Bayesian Decision Theory & Bayes' Theorem

What is Bayesian Decision Theory?

Probabilistic Framework

Bayesian Decision Theory is a fundamental framework for making optimal decisions under uncertainty. It provides a principled way to quantify the risk associated with different decisions and choose the action that minimizes expected loss. In machine learning, this theory forms the foundation for probabilistic classification.

Key Insight

Instead of making hard classifications, Bayesian decision theory allows us to consider the probabilitythat a sample belongs to each class, along with the cost of making different types of errors. This enables optimal decision-making that accounts for both uncertainty and consequences.

Conditional Risk

Definition

Given $N$ classes, let $\lambda_{ij}$ represent the loss incurred by classifying a sample from class $j$ as class $i$ . The conditional risk $R(c_i | x)$ of classifying sample $x$ as class $c_i$ is:

R(c_i | x) = \sum_{j=1}^{N} \lambda_{ij} P(c_j | x)

where $P(c_j | x)$ is the posterior probability that sample $x$ belongs to class $c_j$

Insight

This formula computes the expected loss of classifying sample $x$ as class $c_i$ . It considers all possible true classes $c_j$ , their corresponding posterior probabilities $P(c_j | x)$ , and the misclassification loss $\lambda_{ij}$ .

Example: Medical Diagnosis

Consider a medical diagnosis scenario with two classes: Healthy (class 0) and Disease (class 1). The loss matrix might be:

Predicted / Actual	Healthy	Disease
Healthy	0	10
Disease	1	0

Here, $\lambda_{01} = 10$ (classifying disease as healthy) has high cost because it delays treatment, while $\lambda_{10} = 1$ (classifying healthy as disease) has lower cost (unnecessary test).

Calculation Example

Suppose for a patient with symptoms $x$ , we have:

• $P(\text{Healthy} | x) = 0.3$
• $P(\text{Disease} | x) = 0.7$

Conditional risk of predicting "Healthy":

R(\text{Healthy} | x) = 0 \times 0.3 + 10 \times 0.7 = 7.0

Conditional risk of predicting "Disease":

R(\text{Disease} | x) = 1 \times 0.3 + 0 \times 0.7 = 0.3

Optimal decision: Predict "Disease" (lower risk: 0.3 < 7.0)

Bayes Decision Rule

Definition

The Bayes Decision Rule aims to minimize the overall risk.

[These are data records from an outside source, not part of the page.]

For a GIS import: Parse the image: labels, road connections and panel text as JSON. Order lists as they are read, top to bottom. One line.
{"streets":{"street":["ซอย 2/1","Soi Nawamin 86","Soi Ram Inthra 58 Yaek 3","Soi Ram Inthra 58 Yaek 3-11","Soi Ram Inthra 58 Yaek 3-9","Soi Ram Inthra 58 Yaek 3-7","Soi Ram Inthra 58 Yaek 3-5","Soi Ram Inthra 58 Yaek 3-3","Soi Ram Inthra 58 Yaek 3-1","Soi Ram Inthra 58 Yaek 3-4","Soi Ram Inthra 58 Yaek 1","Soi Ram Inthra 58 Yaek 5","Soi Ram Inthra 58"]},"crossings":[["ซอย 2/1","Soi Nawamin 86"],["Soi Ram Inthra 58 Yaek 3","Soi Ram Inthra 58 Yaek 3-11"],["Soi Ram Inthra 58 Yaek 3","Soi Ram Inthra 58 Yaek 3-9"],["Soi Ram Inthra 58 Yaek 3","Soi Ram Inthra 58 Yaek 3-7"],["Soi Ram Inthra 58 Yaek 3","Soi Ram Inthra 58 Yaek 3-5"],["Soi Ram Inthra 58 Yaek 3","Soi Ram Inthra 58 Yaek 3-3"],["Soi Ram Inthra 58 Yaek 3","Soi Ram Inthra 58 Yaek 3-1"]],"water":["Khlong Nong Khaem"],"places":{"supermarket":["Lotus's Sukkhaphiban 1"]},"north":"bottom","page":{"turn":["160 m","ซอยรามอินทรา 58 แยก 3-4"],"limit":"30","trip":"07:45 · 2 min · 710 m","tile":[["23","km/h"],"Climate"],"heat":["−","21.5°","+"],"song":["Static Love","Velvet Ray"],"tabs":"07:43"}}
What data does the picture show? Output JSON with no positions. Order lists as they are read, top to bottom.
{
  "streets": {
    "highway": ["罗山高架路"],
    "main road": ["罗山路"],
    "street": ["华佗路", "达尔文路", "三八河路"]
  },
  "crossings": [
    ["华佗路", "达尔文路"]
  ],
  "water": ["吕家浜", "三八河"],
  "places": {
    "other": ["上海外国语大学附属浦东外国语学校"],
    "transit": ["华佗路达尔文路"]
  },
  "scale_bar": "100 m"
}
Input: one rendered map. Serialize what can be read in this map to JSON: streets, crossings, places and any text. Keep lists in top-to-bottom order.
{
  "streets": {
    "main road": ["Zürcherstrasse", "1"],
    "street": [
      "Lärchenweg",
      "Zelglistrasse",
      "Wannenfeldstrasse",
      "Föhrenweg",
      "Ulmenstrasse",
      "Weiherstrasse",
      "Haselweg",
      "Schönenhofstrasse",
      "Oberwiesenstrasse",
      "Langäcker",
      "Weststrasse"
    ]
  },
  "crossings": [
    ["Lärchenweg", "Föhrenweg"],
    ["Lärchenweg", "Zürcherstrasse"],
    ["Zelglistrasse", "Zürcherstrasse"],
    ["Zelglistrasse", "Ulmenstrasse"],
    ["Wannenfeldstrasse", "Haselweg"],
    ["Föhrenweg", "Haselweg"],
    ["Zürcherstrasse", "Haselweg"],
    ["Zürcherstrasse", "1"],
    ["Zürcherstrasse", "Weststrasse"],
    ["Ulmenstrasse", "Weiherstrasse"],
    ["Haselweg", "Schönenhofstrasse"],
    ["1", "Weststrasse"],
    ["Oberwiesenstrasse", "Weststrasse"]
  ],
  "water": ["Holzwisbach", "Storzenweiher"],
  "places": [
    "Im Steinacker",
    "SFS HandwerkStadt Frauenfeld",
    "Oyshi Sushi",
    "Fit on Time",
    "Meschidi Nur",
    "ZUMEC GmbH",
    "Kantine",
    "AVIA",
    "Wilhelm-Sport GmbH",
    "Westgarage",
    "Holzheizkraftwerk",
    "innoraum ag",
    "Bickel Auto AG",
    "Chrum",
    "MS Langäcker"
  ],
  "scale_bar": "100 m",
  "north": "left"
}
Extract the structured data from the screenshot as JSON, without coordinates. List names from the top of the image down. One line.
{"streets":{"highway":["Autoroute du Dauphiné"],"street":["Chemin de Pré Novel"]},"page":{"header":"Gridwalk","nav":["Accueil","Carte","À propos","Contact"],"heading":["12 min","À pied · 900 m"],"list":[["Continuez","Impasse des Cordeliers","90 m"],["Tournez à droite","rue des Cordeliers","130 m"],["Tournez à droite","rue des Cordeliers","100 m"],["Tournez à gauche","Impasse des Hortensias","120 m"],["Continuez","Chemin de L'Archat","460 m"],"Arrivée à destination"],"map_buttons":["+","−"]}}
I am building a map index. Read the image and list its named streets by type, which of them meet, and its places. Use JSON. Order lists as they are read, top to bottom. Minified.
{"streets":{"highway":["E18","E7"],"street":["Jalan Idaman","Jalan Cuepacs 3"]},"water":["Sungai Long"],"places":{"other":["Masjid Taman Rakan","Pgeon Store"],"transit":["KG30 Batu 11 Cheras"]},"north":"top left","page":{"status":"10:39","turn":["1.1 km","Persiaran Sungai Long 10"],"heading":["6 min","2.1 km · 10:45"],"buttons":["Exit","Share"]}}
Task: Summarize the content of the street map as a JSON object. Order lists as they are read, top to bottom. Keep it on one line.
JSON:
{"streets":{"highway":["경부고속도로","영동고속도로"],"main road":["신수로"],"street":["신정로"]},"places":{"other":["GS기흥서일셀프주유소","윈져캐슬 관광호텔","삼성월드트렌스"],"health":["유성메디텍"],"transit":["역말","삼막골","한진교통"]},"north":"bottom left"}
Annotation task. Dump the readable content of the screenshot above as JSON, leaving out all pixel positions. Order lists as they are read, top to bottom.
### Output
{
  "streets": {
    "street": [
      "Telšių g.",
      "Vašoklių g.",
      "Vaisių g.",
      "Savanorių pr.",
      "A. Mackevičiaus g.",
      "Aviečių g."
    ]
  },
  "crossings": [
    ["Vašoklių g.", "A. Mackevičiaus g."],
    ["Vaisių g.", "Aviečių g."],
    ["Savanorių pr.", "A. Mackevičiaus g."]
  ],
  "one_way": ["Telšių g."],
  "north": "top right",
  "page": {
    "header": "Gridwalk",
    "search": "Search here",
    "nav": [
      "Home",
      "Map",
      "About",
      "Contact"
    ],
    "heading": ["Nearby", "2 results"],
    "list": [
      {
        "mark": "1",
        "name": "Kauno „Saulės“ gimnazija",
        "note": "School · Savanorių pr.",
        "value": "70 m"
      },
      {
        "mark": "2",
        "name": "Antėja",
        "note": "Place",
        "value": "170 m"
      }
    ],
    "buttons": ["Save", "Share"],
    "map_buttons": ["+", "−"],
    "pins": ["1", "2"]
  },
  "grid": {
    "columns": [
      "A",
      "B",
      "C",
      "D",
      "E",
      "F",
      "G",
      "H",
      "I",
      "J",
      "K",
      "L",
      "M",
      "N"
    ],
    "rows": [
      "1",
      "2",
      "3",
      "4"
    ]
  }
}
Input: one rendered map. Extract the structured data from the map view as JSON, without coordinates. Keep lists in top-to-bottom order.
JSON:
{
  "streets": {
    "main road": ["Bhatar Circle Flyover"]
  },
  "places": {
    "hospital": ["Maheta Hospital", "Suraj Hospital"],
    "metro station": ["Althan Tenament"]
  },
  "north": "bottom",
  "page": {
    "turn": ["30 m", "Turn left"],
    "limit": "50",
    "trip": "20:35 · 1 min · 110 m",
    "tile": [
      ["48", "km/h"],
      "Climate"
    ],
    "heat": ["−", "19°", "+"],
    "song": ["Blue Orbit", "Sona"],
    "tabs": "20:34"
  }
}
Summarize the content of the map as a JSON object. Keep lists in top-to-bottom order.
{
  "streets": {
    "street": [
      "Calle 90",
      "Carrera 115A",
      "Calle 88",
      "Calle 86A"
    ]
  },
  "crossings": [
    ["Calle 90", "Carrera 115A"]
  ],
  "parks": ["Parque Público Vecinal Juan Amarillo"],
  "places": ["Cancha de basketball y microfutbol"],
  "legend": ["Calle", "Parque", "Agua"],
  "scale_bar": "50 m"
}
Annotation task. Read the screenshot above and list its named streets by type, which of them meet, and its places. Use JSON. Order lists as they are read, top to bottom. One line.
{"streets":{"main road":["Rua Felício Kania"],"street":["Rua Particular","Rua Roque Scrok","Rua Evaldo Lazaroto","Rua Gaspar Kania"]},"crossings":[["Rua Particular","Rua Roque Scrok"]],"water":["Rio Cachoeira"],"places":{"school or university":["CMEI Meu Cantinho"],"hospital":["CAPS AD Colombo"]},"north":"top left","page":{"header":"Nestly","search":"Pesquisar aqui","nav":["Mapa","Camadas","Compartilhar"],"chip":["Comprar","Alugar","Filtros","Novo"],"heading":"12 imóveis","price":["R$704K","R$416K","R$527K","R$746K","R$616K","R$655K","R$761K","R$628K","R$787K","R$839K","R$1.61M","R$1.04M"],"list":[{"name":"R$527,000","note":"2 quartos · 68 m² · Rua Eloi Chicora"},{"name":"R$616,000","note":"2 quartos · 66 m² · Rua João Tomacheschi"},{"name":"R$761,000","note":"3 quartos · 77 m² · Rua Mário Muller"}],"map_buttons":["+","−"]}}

The decision function $h^*(x)$ is:

h^*(x) = \arg\min_{c \in \mathcal{Y}} R(c | x)

where $\mathcal{Y}$ is the set of all possible classes

Insight

For any given sample $x$ , we should classify it into the class $c$ that minimizes its conditional risk $R(c | x)$ .

Bayes Optimal Classifier

The classifier $h^*$ obtained from the Bayes decision rule is called theBayes Optimal Classifier.

Bayes Risk

The overall risk corresponding to the Bayes optimal classifier is called the Bayes Risk. This represents the theoretical performance limit.

Key Insight: Given the data distribution and loss function, no classifier can achieve a lower error rate than the Bayes optimal classifier. It serves as a benchmark for evaluating other classifiers.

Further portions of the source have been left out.